Time Complexity: Annotation with arrows
O(n)
0
0
Annotation with arrows in Matplotlib - Time & Space Complexity
Understanding Time Complexity
We want to understand how the time to add annotations with arrows changes as we add more points.
How does the work grow when we add more arrows to a plot?
Scenario Under Consideration
Analyze the time complexity of the following code snippet.
import matplotlib.pyplot as plt
fig, ax = plt.subplots()
points = [(1, 2), (2, 3), (3, 5), (4, 7)]
for x, y in points:
ax.plot(x, y, 'bo')
ax.annotate('Point', xy=(x, y), xytext=(x+0.1, y+0.1), arrowprops=dict(arrowstyle='->'))
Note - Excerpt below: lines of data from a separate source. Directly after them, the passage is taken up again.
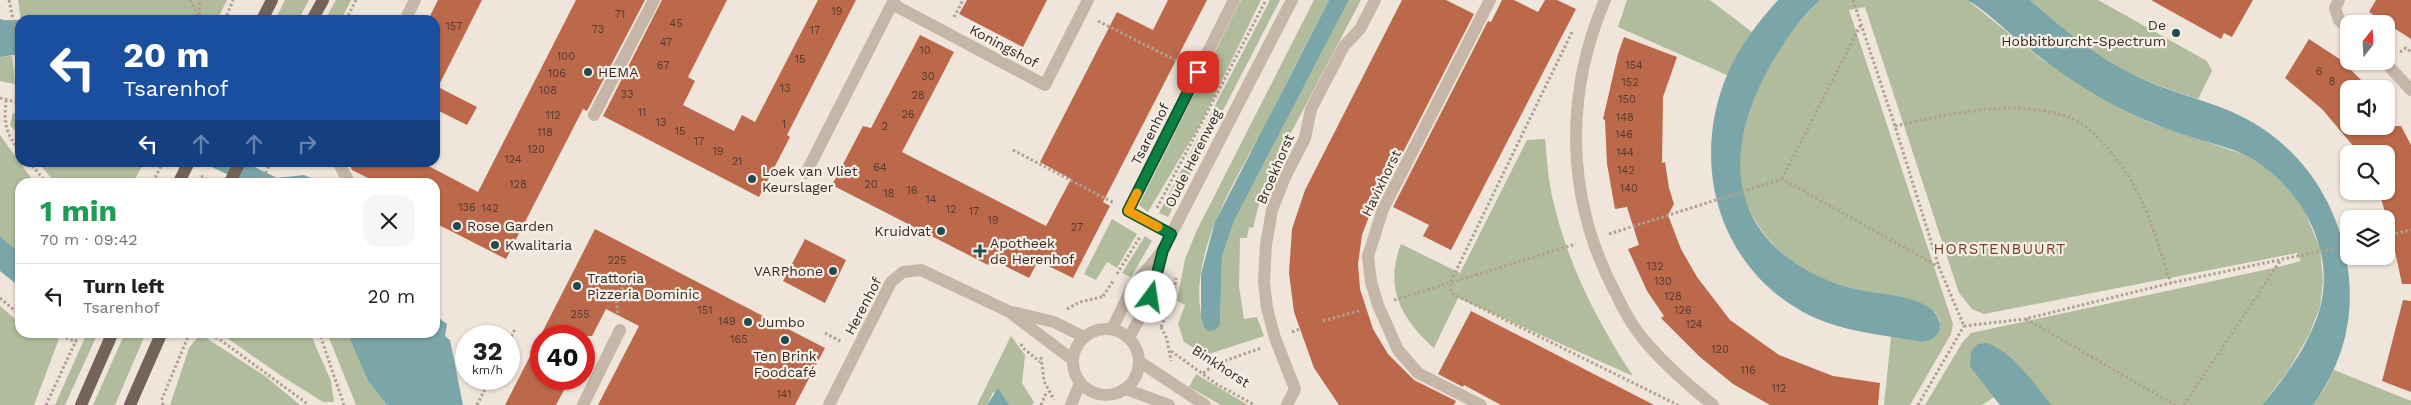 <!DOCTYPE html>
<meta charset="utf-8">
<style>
:root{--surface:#fff;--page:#f6f6f6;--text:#202124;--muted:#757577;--line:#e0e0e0}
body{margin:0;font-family:"Work Sans",sans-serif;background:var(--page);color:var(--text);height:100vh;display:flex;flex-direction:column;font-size:19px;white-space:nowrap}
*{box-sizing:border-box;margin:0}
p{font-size:16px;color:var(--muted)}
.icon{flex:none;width:28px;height:28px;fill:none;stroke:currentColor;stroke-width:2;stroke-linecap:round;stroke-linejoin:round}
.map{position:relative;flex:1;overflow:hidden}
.panel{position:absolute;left:15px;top:178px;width:425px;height:160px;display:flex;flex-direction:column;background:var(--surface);border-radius:15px;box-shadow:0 1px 4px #0004}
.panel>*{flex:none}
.guide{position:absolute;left:15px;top:15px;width:425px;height:152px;border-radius:15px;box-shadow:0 1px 4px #0004;background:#1a4fa0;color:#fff;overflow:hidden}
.needle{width:32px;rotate:18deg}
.fabs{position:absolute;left:2340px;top:15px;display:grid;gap:10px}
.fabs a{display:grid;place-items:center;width:55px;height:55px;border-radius:10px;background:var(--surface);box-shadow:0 1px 4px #0004;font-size:25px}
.speed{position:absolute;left:455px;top:325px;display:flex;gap:10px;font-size:25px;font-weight:700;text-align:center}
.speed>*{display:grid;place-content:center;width:65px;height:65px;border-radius:50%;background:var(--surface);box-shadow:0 1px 4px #0004;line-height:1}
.speed small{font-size:12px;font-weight:400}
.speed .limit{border:8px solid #d22;background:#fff;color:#111}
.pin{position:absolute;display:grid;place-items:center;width:42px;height:42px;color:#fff;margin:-21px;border-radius:10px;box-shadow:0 2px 8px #0006}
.me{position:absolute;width:55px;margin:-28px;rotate:14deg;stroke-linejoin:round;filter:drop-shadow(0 0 4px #0008)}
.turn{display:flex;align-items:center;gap:18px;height:105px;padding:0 25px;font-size:22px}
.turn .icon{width:65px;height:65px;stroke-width:2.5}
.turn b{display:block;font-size:35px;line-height:42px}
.lanes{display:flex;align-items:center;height:48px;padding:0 25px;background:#0003;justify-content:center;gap:25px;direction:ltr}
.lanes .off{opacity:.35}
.round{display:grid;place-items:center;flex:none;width:52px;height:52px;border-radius:15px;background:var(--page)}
.summary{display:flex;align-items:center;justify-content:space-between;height:85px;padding:0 25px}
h1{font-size:30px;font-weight:700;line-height:38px;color:#1e9e55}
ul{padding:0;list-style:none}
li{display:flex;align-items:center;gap:15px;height:65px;padding:0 25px;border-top:1px solid var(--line)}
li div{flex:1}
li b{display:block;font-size:19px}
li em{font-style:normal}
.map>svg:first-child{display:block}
</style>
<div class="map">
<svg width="2411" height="405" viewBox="0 0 2411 405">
<rect width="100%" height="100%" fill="#efe5da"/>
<!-- green -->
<path fill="#b0bc9b" d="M18 0H227L217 20H21Z
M285 0H309L298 20H275Z
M336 0H351L341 20H325Z
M1241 0H1261L1201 123 1148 212 1139 205Z
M1270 0H1280L1168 217 1159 213Z
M1314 0H1329C1307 42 1286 83 1265 125 1235 182 1183 260 1204 327L1220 325 1222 256 1235 219 1349 0H1361L1273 167 1261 196 1253 228 1249 227 1247 238H1240L1239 286 1244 319 1257 317 1264 336 1206 355 1184 342 1178 324 1185 305 1177 301 1185 259 1197 230Z
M1627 0H1710L1752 32 1727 75 1618 27Z
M1821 0H1967L2040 58 2111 103 2149 122 2248 156 2268 169 2290 190 2304 210 2320 248 2323 281 2320 307 2309 335 2288 371 2262 405H2052L2035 385 1970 367 1994 397 1982 405H1925L1962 343 1971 333 2278 267 2301 261 2297 253 1984 314 1972 309 1959 293 1865 7 1849 10 1953 324 1951 334 1910 405H1884L1891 336 1921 342 1940 321 1936 313 1925 305C1880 294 1824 288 1787 257 1765 239 1744 210 1740 181 1732 122 1776 38 1821 0Z
M2030 0H2098L2207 61 2212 71 2198 99C2177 92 2156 85 2136 76 2096 58 2063 29 2030 0Z
M12 56 15 84 0 81V57Z
M13 113H20V137L10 125Z
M0 135 34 182H20V253L0 236Z
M1545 139C1547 158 1548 178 1552 196 1567 263 1596 320 1633 376L1458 298 1434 348C1401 319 1384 287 1401 244L1460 273 1527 140Z
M39 163H144L133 182H54Z
M1112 219 1137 234 1117 268 1107 262 1096 280 1084 274Z
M1145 236 1152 241 1131 277 1122 273Z
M0 306 20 323V332L38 333 59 339 34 405H0Z
M87 333H98L65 405H55Z
M125 333H146L115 405H93Z
M220 333H310L331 381 334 402H323L280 375Z
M327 333H347L368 381 387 405H356Z
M200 334 265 376 300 405H170L189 348Z
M1011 336 1025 355 1022 383 1034 402 1032 405H1009L993 392 987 405H977Z
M2334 370 2411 401V405H2313L2325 388Z
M1196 374 1248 405H1221L1189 387Z"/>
<!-- water -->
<path fill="#7ba6a9" d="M1329 0H1349L1235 219 1222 256 1220 325 1215 330 1208 331 1204 327 1201 317V274L1215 222Z
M1778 0H1821C1801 16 1787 38 1774 59 1727 138 1720 224 1812 273 1829 282 1851 289 1870 292 1888 295 1908 296 1925 305 1945 315 1946 340 1921 342 1880 334 1840 332 1803 312 1718 265 1690 163 1727 75 1739 47 1758 22 1778 0Z
M1967 0H2030C2063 29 2095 56 2134 75 2164 90 2198 98 2230 111 2296 139 2339 199 2348 270 2355 319 2342 365 2313 405H2262C2286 377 2310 343 2320 308 2336 249 2300 186 2249 157 2230 147 2206 142 2185 135 2160 127 2135 116 2112 104 2078 86 2047 63 2018 40 2002 27 1985 10 1967 0Z
M0 19 4 20H53H20V54L0 57Z
M203 163H246L277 178 304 175 320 182H244Z
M0 236 20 253V287L0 271Z
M435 315 447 324 445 336 450 340 463 405H387L368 381 347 333 435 332Z
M1987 343C2014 353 2034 384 2052 405H2000L1970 367 1971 351 1978 344Z
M998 388 1009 405H987Z"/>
<!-- building -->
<path fill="#bc694b" d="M438 0H482L438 87 477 107 467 125 435 109V20H428Z
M576 0H645L587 111 583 109 506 259 435 223V182H376L352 170 348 162H421L478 192Z
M662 0H727L688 77 695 81 683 105 734 131 742 115 755 122 818 0H856L787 135 790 137 759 197 603 116Z
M967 0H1047L1023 47 959 14Z
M1168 0H1207L1103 202 1110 206 1073 278 1038 261 1029 278 991 259 988 265 832 185 863 126 871 128 920 35 954 52 902 152 1046 226 1071 179 1040 162 1117 12 1153 30Z
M1402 0H1446L1474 14 1379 199 1376 198 1362 235 1358 264 1360 289 1373 329 1388 354 1414 380 1456 401 1454 405H1339L1314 368 1294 312 1289 273 1292 229 1305 190Z
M1502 0H1514L1538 12 1545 0H1557L1576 9 1451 250 1423 236 1429 225 1393 207 1488 21 1491 22Z
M2151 0H2253L2232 37 2224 33 2221 39Z
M2376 0H2411V39L2369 12Z
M1624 37 1677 57 1663 97 1662 163 1665 162 1669 188 1674 204 1668 215 1681 249 1697 277 1730 320 1779 355 1833 376 1880 383 1878 405H1770L1733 384 1700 357 1661 318 1664 316 1647 291 1628 249 1639 245 1627 207 1615 209 1607 164 1605 120 1603 119 1618 54Z
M2309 39 2341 60 2370 89H2349V126H2401L2411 145V284H2402L2392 237 2379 191H2386V154H2360L2322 109 2285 78Z
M595 229 825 348 795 405H598L639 326 606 309 592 336H541V379H570L556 405H505Z
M805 239 846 260 825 303 783 281Z
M2403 300 2411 301V392L2382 381Z
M1471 311 1557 355 1654 405H1501L1464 385 1463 387 1438 374Z"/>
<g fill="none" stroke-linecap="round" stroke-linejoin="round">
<!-- path -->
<path stroke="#b1a091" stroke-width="3" stroke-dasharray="2.5 2.5" stroke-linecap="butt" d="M9 0 20 53
M190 0 198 15
M1853 0 1895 126 1939 267 1964 326
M954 17 963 0
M199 20 200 0
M225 20 233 0
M346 20 356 0
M1098 21 1183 64
M1572 32 1451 281V293L1678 405
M2400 52 2406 48 2411 52
M0 98 20 103
M6 100C4 123 5 133 20 151
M1895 126C1949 114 2014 98 2068 117 2096 127 2128 171 2140 197 2153 224 2161 255 2171 283
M1013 150 1114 203
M29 162 46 182
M201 176 213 182
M1782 179 1861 24
M153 182 163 162
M261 182 271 162
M1157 208 1266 0
M1609 234 1782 179 1939 267
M2386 236 2411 230
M1117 274 1140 237
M1103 296 1114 280
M0 298 20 315
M1394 300 1576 244
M1067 309 1080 302 1105 296
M618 313 616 300 629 275
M2026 319 2175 405
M1323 321 1361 310
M1964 326 2025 319 2171 283 2349 245
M1161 327 1173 300 1176 278
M1161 327 1167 339 1171 361
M52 332 76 342
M207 332 222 341 309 405
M319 332 344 405
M1292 332 1300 329
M825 333 842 342
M509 341 515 329
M1021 344 1023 348 1040 362
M1171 351 1218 385 1255 405
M1041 357 1044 381 1054 400
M1203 373 1219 363 1261 348
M46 405 80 332
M163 405 162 399 190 332
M477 405 490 379
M1041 405 1047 391
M1918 405 1964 326
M2184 405 2280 261"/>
<!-- minor -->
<path stroke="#c6b6a7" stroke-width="12" d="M1605 0C1564 96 1566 199 1615 292 1623 309 1632 326 1644 340 1665 365 1688 385 1713 405
M2339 0 2335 8 2339 20 2349 29
M892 4 1045 85 1088 0
M405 20 415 0
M2384 61 2411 90
M594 115 654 0
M338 162 349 182
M806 173 894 0
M1171 234 1128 211 1234 0
M1012 314 1073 360
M1073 362a33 33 0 1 1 66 0a33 33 0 1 1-66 0Z
M1112 329 1132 288 1163 250 1292 0
M1129 338 1151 297 1161 255
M1140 362 1205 405
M1126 389 1169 405
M583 405 620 330
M829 405 891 282 903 272 921 270 1008 311 1054 322 1084 337
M1071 405 1080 383
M1287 405 1295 389 1275 338 1267 308 1264 282 1266 245 1272 210 1285 177 1305 138 1311 109 1344 46 1360 29 1375 0
M1481 405 1418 373 1398 350 1378 305 1371 282 1368 256 1383 209 1490 0"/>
<!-- major -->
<path stroke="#746359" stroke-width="12" d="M262 20 272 0
M312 20 323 0
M179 182 189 162
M230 182 240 162
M81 405 113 332
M130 405 162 332"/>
</g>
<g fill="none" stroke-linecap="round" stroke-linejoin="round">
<defs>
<path id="route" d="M1151 297 1163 250 1171 234 1128 211 1198 72"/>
</defs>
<!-- route casing -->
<use href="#route" stroke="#07532c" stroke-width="12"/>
<!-- route -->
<use href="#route" stroke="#0b8043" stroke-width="9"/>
<!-- slow -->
<path stroke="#f59e0b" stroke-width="9" d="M1137 193 1128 211 1158 227"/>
</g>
<!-- markers -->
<g fill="#204c51" stroke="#f7efe5" stroke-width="2">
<circle cx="2176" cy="33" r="5"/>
<circle cx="588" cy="72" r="5"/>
<circle cx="752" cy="179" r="5"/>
<circle cx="457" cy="226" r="5"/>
<circle cx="941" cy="231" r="5"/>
<circle cx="495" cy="245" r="5"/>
<path d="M977.5 243.5h5v5h5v5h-5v5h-5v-5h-5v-5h5z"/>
<circle cx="833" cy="271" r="5"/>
<circle cx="577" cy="286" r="5"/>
<circle cx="748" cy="322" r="5"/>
<circle cx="785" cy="340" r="5"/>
</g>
<g text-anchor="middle" stroke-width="4.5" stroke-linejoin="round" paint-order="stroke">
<!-- number labels -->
<g font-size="11" fill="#553a30">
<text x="837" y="15">19</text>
<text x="620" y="18">71</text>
<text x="676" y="27">45</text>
<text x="454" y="30">157</text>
<text x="598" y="33">73</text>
<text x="815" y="34">17</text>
<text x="666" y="46">47</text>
<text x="925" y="54">10</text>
<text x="566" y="60">100</text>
<text x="800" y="63">15</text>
<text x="663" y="69">67</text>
<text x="1634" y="69">154</text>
<text x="2319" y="75">6</text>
<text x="557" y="77">106</text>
<text x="928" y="80">30</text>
<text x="2332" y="85">8</text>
<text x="1630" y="86">152</text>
<text x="785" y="92">13</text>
<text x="548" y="94">108</text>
<text x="627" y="98">33</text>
<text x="918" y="99">28</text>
<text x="1627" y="103">150</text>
<text x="642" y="116">11</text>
<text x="908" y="118">26</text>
<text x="553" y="119">112</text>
<text x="1625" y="121">148</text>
<text x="661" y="126">13</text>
<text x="784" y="128">1</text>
<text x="885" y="130">2</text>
<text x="680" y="135">15</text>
<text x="545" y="136">118</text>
<text x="1624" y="138">146</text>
<text x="699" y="145">17</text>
<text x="536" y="153">120</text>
<text x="718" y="155">19</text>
<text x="1625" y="156">144</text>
<text x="513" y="163">124</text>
<text x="737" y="165">21</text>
<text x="880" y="171">64</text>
<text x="1626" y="174">142</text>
<text x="518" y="188">128</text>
<text x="871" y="188">20</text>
<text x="1629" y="192">140</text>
<text x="912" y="194">16</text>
<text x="889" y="197">18</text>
<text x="931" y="203">14</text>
<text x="467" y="211">136</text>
<text x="490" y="212">142</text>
<text x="951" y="213">12</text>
<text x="974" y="215">17</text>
<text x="993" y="224">19</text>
<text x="1077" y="231">27</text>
<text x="617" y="264">225</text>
<text x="1655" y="270">132</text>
<text x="1663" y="285">130</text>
<text x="1673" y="300">128</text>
<text x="705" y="314">151</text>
<text x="1683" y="314">126</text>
<text x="580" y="318">255</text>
<text x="727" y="325">149</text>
<text x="1694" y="328">124</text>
<text x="739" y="343">165</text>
<text x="1720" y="353">120</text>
<text x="1748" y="374">116</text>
<text x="1779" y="392">112</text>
<text x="784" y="398">141</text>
</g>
<!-- poi labels -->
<g font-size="14" fill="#332b27" stroke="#f7efe5" text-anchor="start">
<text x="2166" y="30" text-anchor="end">De<tspan x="2166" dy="16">Hobbitburcht-Spectrum</tspan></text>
<text x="598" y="77">HEMA</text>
<text x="762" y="176">Loek van Vliet<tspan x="762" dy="16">Keurslager</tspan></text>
<text x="467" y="231">Rose Garden</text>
<text x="931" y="236" text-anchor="end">Kruidvat</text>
<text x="990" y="248">Apotheek<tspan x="990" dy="16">de Herenhof</tspan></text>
<text x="505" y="250">Kwalitaria</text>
<text x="823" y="276" text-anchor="end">VARPhone</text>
<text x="587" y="283">Trattoria<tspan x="587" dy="16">Pizzeria Dominic</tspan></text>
<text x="758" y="327">Jumbo</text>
<text x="785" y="361" text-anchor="middle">Ten Brink<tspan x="785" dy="16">Foodcafé</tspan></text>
</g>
<!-- street labels -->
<g font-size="14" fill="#332b27" stroke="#f7efe5">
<text transform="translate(1004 46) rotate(28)" y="5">Koningshof</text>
<text transform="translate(1150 134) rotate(-63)" y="5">Tsarenhof</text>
<text transform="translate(1193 158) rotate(-63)" y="5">Oude Herenweg</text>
<text transform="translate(1275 169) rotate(-67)" y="5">Broekhorst</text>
<text transform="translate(1381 183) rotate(-64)" y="5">Havixhorst</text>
<text transform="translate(863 306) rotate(-62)" y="5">Herenhof</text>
<text transform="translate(1221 366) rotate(33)" y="5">Binkhorst</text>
</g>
<!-- neighbourhood labels -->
<g font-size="15" letter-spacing="1" fill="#7b3d27" stroke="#f7efe5">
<text x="2000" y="254">HORSTENBUURT</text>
</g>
</g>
</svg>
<div class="fabs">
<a><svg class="needle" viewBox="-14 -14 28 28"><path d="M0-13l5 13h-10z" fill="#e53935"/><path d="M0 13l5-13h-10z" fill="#757577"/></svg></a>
<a><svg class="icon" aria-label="sound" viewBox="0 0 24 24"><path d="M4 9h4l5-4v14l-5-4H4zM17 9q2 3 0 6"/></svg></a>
<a><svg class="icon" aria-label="search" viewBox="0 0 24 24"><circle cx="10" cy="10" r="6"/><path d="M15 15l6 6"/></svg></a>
<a><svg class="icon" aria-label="layers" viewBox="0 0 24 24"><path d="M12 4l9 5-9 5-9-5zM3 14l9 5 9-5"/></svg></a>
</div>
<div class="speed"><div>32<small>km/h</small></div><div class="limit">40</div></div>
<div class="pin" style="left:1198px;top:72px;background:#d93025"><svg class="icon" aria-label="arrive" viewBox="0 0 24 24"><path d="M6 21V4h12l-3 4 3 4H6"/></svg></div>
<svg class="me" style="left:1151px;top:297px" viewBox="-20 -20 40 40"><circle r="19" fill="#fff"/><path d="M0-13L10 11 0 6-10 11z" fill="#0b8043"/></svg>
<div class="guide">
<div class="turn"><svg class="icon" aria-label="left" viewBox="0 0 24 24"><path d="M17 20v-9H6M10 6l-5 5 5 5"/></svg><div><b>20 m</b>Tsarenhof</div></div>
<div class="lanes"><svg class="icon" aria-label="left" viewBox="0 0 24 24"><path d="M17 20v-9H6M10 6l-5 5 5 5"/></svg><svg class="icon off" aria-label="ahead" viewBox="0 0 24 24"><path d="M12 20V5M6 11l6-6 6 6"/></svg><svg class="icon off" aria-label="ahead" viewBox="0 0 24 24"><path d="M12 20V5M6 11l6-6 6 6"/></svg><svg class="icon off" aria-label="right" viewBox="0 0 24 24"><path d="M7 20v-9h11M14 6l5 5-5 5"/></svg></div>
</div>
<section class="panel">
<div class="summary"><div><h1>1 min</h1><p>70 m · 09:42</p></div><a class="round"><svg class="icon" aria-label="close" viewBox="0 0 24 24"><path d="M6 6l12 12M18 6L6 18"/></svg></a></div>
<ul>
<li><svg class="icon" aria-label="left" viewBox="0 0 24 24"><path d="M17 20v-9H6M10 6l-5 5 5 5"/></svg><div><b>Turn left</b><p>Tsarenhof</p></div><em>20 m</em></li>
</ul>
</section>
</div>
plt.show()This code plots points and adds an arrow annotation for each point.
Identify Repeating Operations
Identify the loops, recursion, array traversals that repeat.
- Primary operation: Looping over each point to add a plot and an annotation with an arrow.
- How many times: Once for each point in the list.
How Execution Grows With Input
Each new point adds one more arrow annotation, so the work grows steadily with the number of points.
| Input Size (n) | Approx. Operations |
|---|---|
| 10 | 10 plot points + 10 annotations |
| 100 | 100 plot points + 100 annotations |
| 1000 | 1000 plot points + 1000 annotations |
Pattern observation: The total work increases directly with the number of points.
Final Time Complexity
Time Complexity: O(n)
This means the time to add annotations with arrows grows in a straight line as you add more points.
Common Mistake
[X] Wrong: "Adding arrows is a fixed cost no matter how many points there are."
[OK] Correct: Each arrow requires drawing and positioning, so more points mean more work.
Interview Connect
Knowing how adding annotations scales helps you understand performance when visualizing large datasets.
Self-Check
"What if we added nested loops to annotate pairs of points with arrows? How would the time complexity change?"